* What this task involves *
Write the data out again exactly, with every picture removed.

[Stored data]
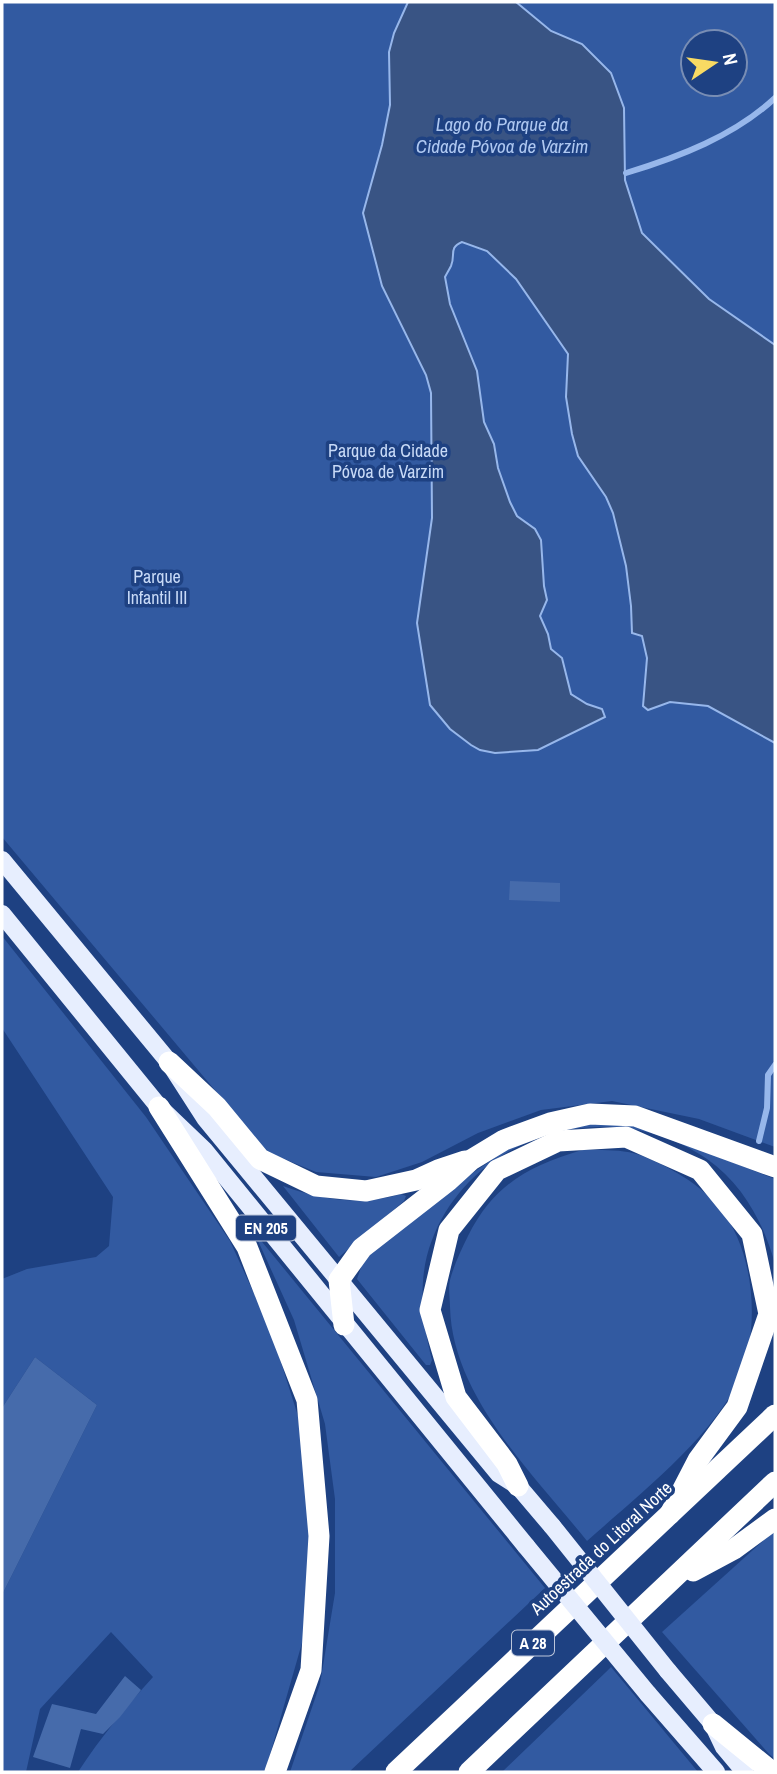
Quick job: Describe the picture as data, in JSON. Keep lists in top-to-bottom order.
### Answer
{
  "streets": {
    "highway": ["Autoestrada do Litoral Norte", "A 28"],
    "main road": ["EN 205"]
  },
  "water": ["Lago do Parque da Cidade Póvoa de Varzim"],
  "parks": ["Parque da Cidade Póvoa de Varzim", "Parque Infantil III"],
  "north": "right"
}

* Written answer *
Quick job: Describe the picture as data, in JSON. Keep lists in top-to-bottom order.
### Answer
{
  "streets": {
    "highway": ["Autoestrada do Litoral Norte", "A 28"],
    "main road": ["EN 205"]
  },
  "water": ["Lago do Parque da Cidade Póvoa de Varzim"],
  "parks": ["Parque da Cidade Póvoa de Varzim", "Parque Infantil III"],
  "north": "right"
}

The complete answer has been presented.